The second floor is known as the "grandes terrasses" and surrounds the base of the great central lantern so admired from the exterior. On this floor, to the eastward, were the apartments of François Premier. The chapel was constructed by Henri II., but the tribune is of the era of Louis XIV. This tribune is decorated with a fine tapestry, made by Madame Royale while imprisoned in the Temple. At the base of the altar is also a tapestry made and presented to the Comte de Chambord by the women of the Limousin.

The apartments of Louis XIV. contain portraits of Madame de Maintenon and Madame de Lafayette, a great painting of the "Bataille de Fontenoy," and another of the Comte de Chambord on horseback.

CHAPTER V.

CHEVERNY, BEAUREGARD, AND CHAUMONT

From Chambord and its overpowering massiveness one makes his way to Chaumont, on the banks of the Loire below Blois, by easy stages across the plain of the Sologne.

One leaves the precincts of Chambord by the back entrance, as one might call it, through six kilometres of forest road, like that by which one enters, and soon passes the little townlet of Bracieux.

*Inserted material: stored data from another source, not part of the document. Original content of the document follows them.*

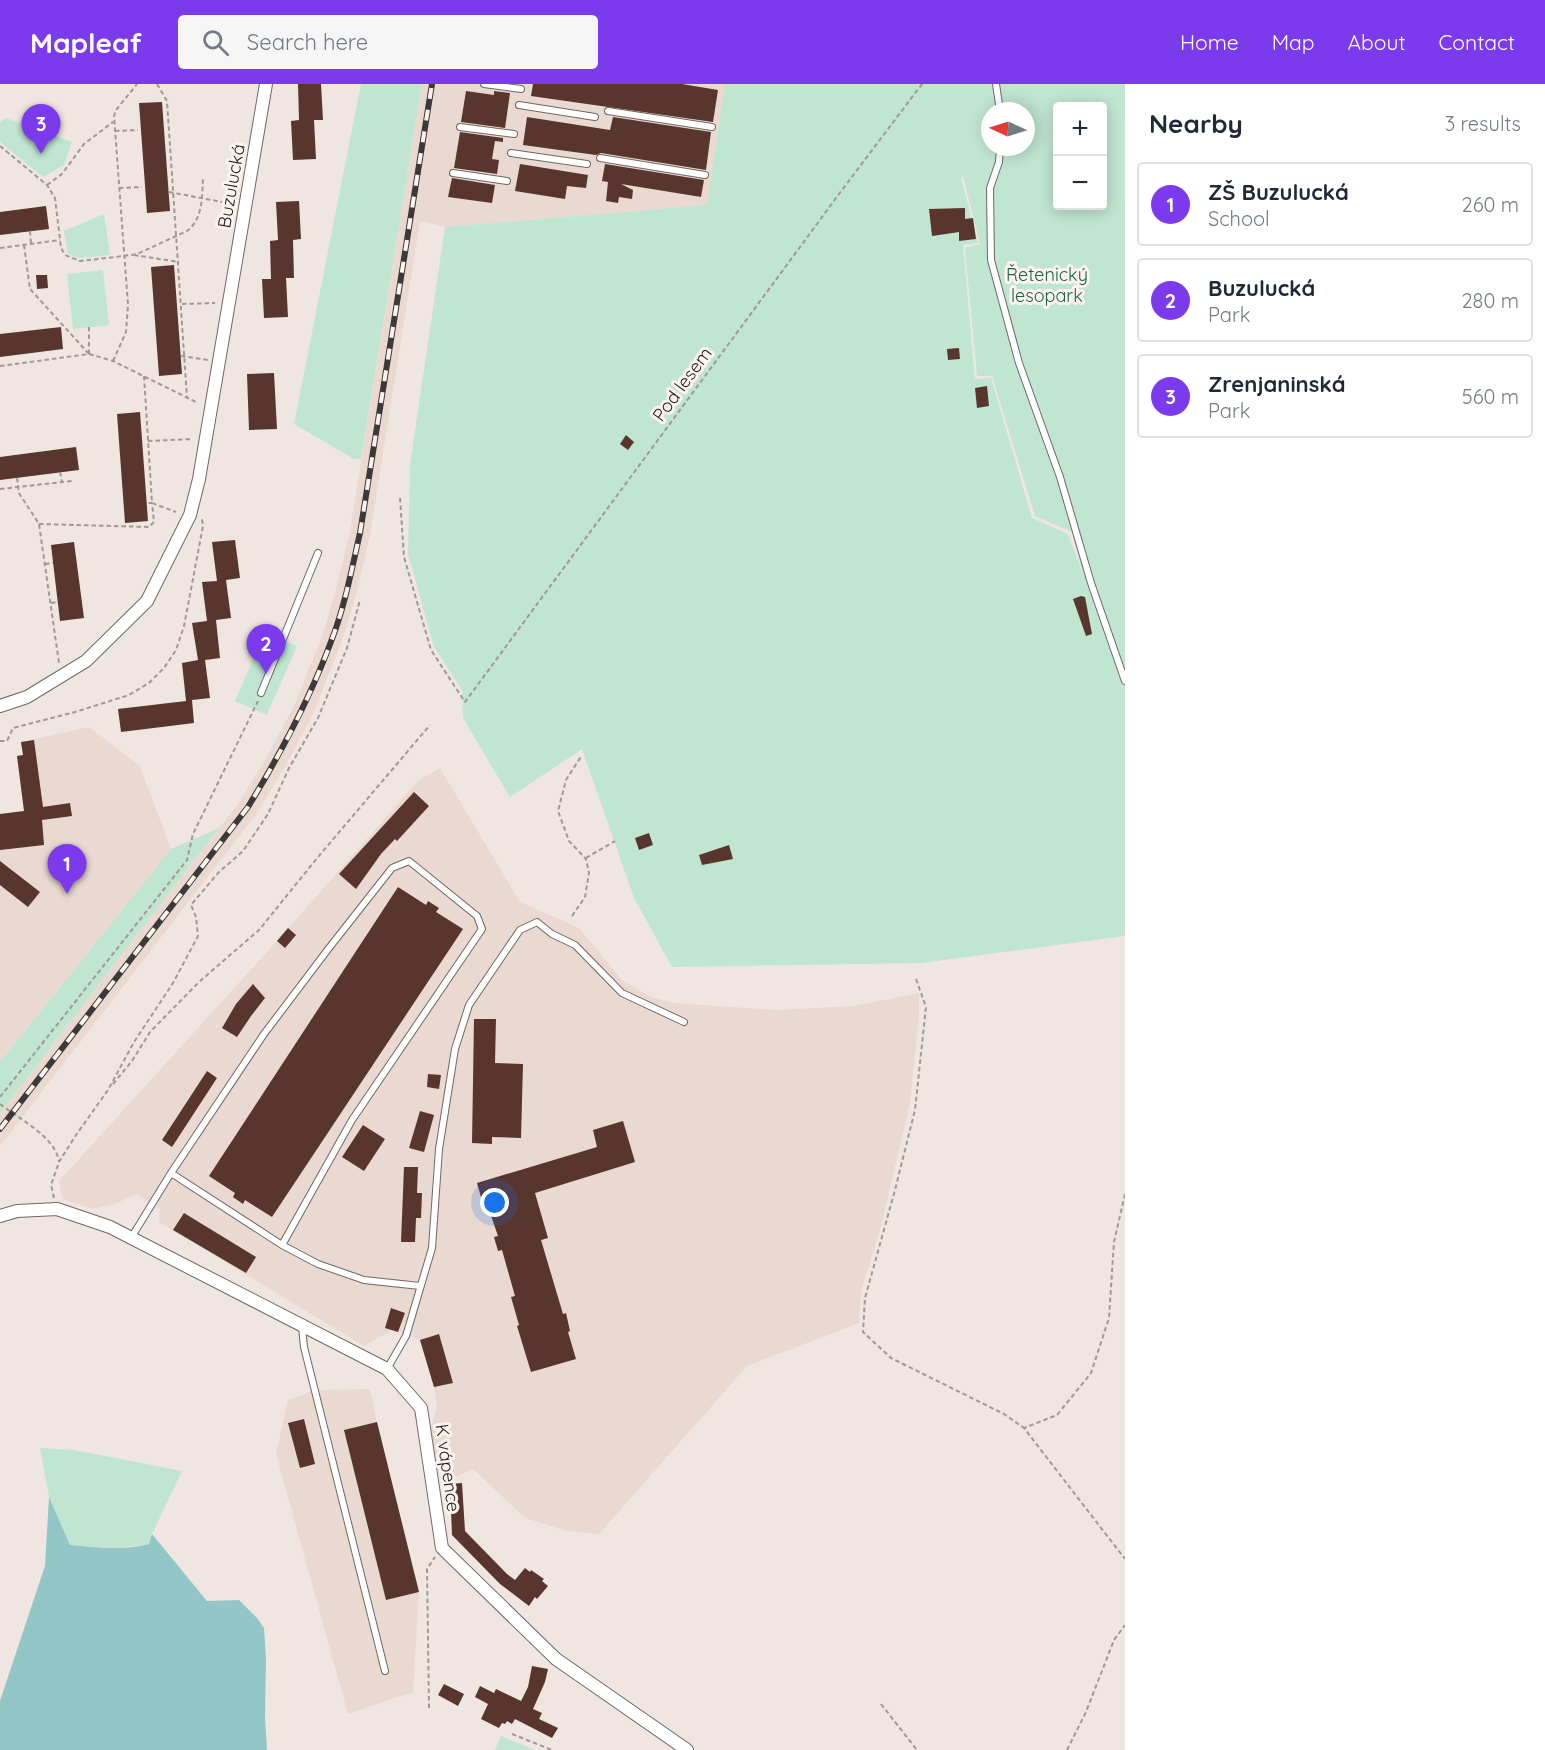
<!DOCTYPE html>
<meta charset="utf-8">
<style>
:root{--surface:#fff;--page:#f6f6f7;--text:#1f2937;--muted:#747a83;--line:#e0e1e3;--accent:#7c3aed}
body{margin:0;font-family:Quicksand,sans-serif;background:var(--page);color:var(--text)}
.controls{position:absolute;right:18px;top:18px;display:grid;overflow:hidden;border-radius:6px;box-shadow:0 3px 15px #0003}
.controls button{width:54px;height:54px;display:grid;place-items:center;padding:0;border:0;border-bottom:2px solid var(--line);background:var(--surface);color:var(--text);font:30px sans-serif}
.compass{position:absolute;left:981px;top:18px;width:54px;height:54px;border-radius:50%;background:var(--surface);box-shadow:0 3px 15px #0003;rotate:274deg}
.you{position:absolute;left:495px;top:1119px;width:21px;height:21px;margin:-15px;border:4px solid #fff;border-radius:50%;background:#1a73e8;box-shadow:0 0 0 9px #1a73e833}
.badge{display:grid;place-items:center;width:39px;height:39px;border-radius:50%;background:var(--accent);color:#fff;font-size:20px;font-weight:700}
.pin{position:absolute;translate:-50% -50px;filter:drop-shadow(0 2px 3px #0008)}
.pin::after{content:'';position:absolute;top:32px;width:21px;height:18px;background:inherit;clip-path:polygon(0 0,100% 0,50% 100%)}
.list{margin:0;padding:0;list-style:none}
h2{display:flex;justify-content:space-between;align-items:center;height:78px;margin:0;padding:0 24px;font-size:26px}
h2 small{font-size:20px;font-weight:400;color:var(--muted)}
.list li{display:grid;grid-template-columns:39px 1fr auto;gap:18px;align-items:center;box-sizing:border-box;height:84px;margin:0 12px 12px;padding:0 12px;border:2px solid var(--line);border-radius:6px}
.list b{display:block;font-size:22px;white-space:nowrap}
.list p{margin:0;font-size:20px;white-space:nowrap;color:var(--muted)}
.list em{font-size:20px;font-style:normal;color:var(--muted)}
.icon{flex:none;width:33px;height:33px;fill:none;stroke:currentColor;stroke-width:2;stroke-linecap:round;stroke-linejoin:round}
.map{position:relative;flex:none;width:1125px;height:1666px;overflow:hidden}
header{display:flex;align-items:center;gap:36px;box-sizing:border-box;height:84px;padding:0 30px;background:var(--accent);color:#fff}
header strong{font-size:28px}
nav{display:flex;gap:33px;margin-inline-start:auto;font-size:21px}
.search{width:420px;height:54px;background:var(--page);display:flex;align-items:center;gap:15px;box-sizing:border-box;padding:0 21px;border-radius:6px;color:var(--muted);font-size:22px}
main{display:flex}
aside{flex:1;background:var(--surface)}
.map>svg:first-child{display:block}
.built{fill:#e9d9d1}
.green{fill:#c0e5d1;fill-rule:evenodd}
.water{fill:#93c7c7}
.building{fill:#58352d}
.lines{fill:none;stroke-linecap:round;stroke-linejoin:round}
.service-casing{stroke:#6f6864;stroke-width:8}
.minor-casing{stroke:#6f6864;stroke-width:14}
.path{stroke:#9f9895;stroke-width:2;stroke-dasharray:4.5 3;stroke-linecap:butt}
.service{stroke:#fff;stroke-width:6}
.minor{stroke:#fff;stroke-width:12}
.rail-casing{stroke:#3d3938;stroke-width:6}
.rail{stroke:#fcf3ef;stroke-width:4;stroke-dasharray:11;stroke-linecap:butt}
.labels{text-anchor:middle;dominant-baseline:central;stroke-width:6;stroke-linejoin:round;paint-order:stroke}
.street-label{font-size:18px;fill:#201d1c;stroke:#fcf3ef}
.park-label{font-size:18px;fill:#1c6245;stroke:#fcf3ef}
</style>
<header>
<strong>Mapleaf</strong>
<div class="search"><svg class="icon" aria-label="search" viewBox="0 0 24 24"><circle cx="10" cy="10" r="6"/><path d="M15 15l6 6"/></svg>Search here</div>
<nav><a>Home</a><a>Map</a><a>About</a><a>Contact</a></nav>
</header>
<main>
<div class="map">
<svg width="1125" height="1666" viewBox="0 0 1125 1666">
<rect width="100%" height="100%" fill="#efe6e1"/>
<path class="built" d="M422,0H725L707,121L445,143L420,137L370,451L356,511L342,557L313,630L286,681L257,729L0,1062V1029L240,717L268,671L294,622L323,550L336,505L350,447Z
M89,643L140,682L171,765L0,978V730L24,727L17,672L23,671L21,658Z
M440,684L520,818L579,844L622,896L651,913L675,919L776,926L854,922L919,909V931L910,1019L879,1150L861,1207L859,1239L747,1282L599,1450L567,1447L525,1434L473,1385L449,1396L433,1368L430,1349L437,1322L434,1303L420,1256L392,1246L364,1262L159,1138L160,1125L136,1110L115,1120L93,1125L62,1115L59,1097L277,857L418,697Z
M370,1305L377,1338L419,1508L413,1608L348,1630L276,1370L288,1316L315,1306Z"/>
<path class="green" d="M361,0H422L361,375H354L294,340Z
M725,0H1125V852L921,879L672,883L634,814L582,665L510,713L463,634L462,606L434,563L408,470L410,381L445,143L707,121ZM1058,22H1102V122H1058ZM990,27H1026V63H990ZM963,92L980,160L965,164L977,292H992L1035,432L1072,448L1083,491L1068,450L1032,434L991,294L975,295L963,161L978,159L961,94Z
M6,34L72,58L64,81L43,93L0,58V38Z
M104,130L110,171L80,174L68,170L64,147Z
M103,186L109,241L73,245L67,190Z
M265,548L297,562L267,631L235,617Z
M219,744L0,1029V978L171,765Z
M40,1364L74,1366L182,1387L152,1450L150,1460L117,1464L70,1461L49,1413Z
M501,1652L535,1666H495Z"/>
<path class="water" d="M49,1413L70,1461C97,1463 124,1467 149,1460L152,1450L207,1517L239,1516L257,1534L264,1544L266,1574L265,1634L267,1666H0V1617L45,1482Z"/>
<path class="building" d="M298,0H321L323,36H314L316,75L293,76L291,37L299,36Z
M533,0H682L718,6L713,38L531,12Z
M466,7L494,11V7L510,9L505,44L461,38Z
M162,18L170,127L147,129L139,19Z
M527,33L610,46L613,33L711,48L706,86L601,69L596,71L523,61Z
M460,48L503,54V58L495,57L492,75L499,76L497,90L454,84Z
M520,80L588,91L586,104L567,102L565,115L515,107Z
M605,80L704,96L701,113L621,100L633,106L632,115L619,113L618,119L606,117L608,98L602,97Z
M452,94L495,101L492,119L448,113Z
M299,117L301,155L293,156L294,194H286L288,233L264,234L262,195H271L270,157L278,156L276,118Z
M46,122L49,145L0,151V128Z
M965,124V135L973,134L976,155L959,157V148L932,152L929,125Z
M174,181L182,290L159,292L151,183Z
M36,191H47L48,204L37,205Z
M61,243L63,265L0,273V250Z
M959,264L960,275L948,276L947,265Z
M274,289L277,345L249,346L247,290Z
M987,302L989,322L977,324L975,304Z
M140,328L148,437L125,439L117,330Z
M626,351L634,358L628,366L620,360Z
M76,363L79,386L0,396V373Z
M235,456L240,494L226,496L231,534L216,536L220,574L205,576L210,614L192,616L194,639L121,648L118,625L186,617L182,579L198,576L192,539L207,537L202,498L217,497L212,458Z
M74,458L84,534L60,537L51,461Z
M1081,512L1085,513L1092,550L1086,552L1073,515Z
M34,656L43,723L70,719L72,732L42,736L44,761L0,766V730L24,727L17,672L23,671L21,658Z
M414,708L429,722L397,757L395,755L381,770L356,805L339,790Z
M649,749L653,761L639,766L635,754Z
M729,761L733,775L702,781L699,771Z
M0,777L40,808L28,823L0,801Z
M398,803L426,821L428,817L439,824L436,828L463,845L272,1133L245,1116L243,1120L233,1113L235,1109L209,1092Z
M288,844L296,851L285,864L277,857Z
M253,900L265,914L251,932L237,953L222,944L236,920Z
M474,935H496L495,979L523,980L521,1054L492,1053V1060L472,1059Z
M207,987L217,994L172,1063L162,1056Z
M428,990L441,991L439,1005L427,1003Z
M420,1027L434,1031L424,1068L409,1064Z
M623,1037L635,1078L535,1109L548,1154L541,1156L563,1230L566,1229L570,1247L568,1248L576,1275L531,1288L517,1242L519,1241L511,1213L515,1212L502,1166L498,1167L494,1153L498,1152L488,1123L484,1124L477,1099L597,1063L593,1046Z
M363,1041L385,1055L364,1087L342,1073Z
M404,1083H418L417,1109H422L421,1134H416L415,1158H401Z
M184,1129L256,1173L246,1189L173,1146Z
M391,1224L405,1229L398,1248L385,1244Z
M439,1250L453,1299L434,1303L420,1256Z
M304,1335L315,1380L300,1384L288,1339Z
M377,1338L419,1508L386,1516L344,1346Z
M462,1399L465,1447L507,1490L515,1496L525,1484L530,1488L531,1486L544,1495L542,1497L548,1502L537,1515L535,1513L529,1522L500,1500L452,1451L450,1400Z
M532,1582L548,1585L545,1598L533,1625L542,1629L539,1635L558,1644L552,1654L515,1635L512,1640L507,1637L505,1640L502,1639L499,1644L481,1635L488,1620L475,1613L480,1602L494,1609L496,1605L521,1617L528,1603Z
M444,1600L464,1610L458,1622L438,1611Z"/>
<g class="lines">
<g class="service-casing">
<path id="service" d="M484,0L521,5
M996,0L1000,27
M519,21L595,33
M608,27L712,43
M460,43L514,50
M1000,63L999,78L990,104L991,176L1019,279L1060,393L1091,499L1125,597
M511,69L587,80
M600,74L705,91
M453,89L507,97
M261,609L318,469
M131,1154L171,1089
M282,1161L352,1036L482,845L477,832L409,777L392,784L329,864L264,950L171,1089L282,1161L318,1180L364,1196L420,1202
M302,1243L304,1263L385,1587
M387,1285L406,1252L432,1164L439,1065L455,965L469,921L520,846L537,838L552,850L575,861L622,909L684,938"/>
</g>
<g class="minor-casing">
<path id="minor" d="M0,622L27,613L86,577L147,517L190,431L199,395L266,0
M0,1132L17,1127L57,1125L110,1143L387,1285L421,1324L442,1464L556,1575L687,1666"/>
</g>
<path class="path" d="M157,0L167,17L187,314
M115,47L138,46
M0,62L47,101L55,114L61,164L65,171L80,177L124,172L137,170L187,147C203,135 202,113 203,94
M47,101L62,90L84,60L113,38
M119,104L142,103
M169,108L233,120
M30,147L31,160
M24,161L30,205L89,270
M0,164L60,156
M134,171L179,178
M182,220L215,219
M89,270V243
M181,272L208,276
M113,277L126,248L128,221L114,32L116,26L137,0
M0,282L89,270L113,277L198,319
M144,292L152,419L176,428
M148,357L193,355
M60,388L62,398
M17,394L19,409L39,440L59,579
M0,405L72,397
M400,414L404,473L431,566L465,618L839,110L922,0
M39,440L149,443L154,438L152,419H147
M45,480L53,479
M51,519L58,518
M0,657H7L13,644L75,628L129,611L149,599L164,584L176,566L184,542L203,442L202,435
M586,774L615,757
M572,832L585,813L589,789L586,775L569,757L558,727L566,696L582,671
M916,895L926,923L915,1026L895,1106L865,1214L863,1248L891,1274L1004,1330L1024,1344
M113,1000L132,977L150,948L199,898L259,846L318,773L430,641
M0,1013L187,776L193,750L258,617
M0,1020C19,1035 56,1053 59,1078
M1125,1110L1114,1158L1109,1234L1091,1289L1057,1331L1024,1344L1125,1475
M54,1114L51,1101L59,1078L76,1051L108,1006L134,958L173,899L198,852L196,833L191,821L218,789L243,767L268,730L289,684L318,634L347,564L360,516
M881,1620L917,1666
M429,1624L427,1485L435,1473
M512,1650L552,1666
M1067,1666L1086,1628L1114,1556L1125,1541"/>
<use href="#service" class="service"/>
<use href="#minor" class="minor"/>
<g class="rail-casing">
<path id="rail" d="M0,1045L248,723C281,669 310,615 332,555C345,521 352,484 360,449L432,0"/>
</g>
<use href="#rail" class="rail"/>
</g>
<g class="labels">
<g class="street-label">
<text transform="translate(231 102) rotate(-80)">Buzulucká</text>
<text transform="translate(682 300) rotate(-54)">Pod lesem</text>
<text transform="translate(448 1384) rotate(82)">K vápence</text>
</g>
<g class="park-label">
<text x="1047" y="190">Řetenický<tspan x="1047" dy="21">lesopark</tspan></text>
</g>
</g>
</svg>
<div class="controls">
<button>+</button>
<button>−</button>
</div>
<svg class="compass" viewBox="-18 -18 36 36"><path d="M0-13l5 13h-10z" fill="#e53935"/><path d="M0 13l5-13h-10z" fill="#747a83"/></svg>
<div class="you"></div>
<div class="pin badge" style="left:67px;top:810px">1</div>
<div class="pin badge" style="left:266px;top:590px">2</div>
<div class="pin badge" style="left:41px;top:70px">3</div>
</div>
<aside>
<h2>Nearby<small>3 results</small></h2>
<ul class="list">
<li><span class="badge">1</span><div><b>ZŠ Buzulucká</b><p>School</p></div><em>260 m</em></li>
<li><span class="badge">2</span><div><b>Buzulucká</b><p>Park</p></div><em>280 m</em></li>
<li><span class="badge">3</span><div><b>Zrenjaninská</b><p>Park</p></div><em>560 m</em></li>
</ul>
</aside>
</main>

One gets glimpses of more or less modern residential châteaux once and again off the main road, but no remarkably interesting structures of any sort are met with until one reaches Cheverny. Just before Cheverny one passes Cour-Cheverny, with a curious old church and a quaint-looking little inn beside it.

[Château de Cheverny]

Cheverny itself is, however, the real attraction, two kilometres away. Here the château is opened by its private owners from April to October of each year, and, while not such a grand establishment as many of its contemporaries round about, it is in every way a perfect residential edifice of the seventeenth century, when the flowery and ornate Renaissance had given way to something more severely classical, and, truth to tell, far less pleasing in an artistic sense.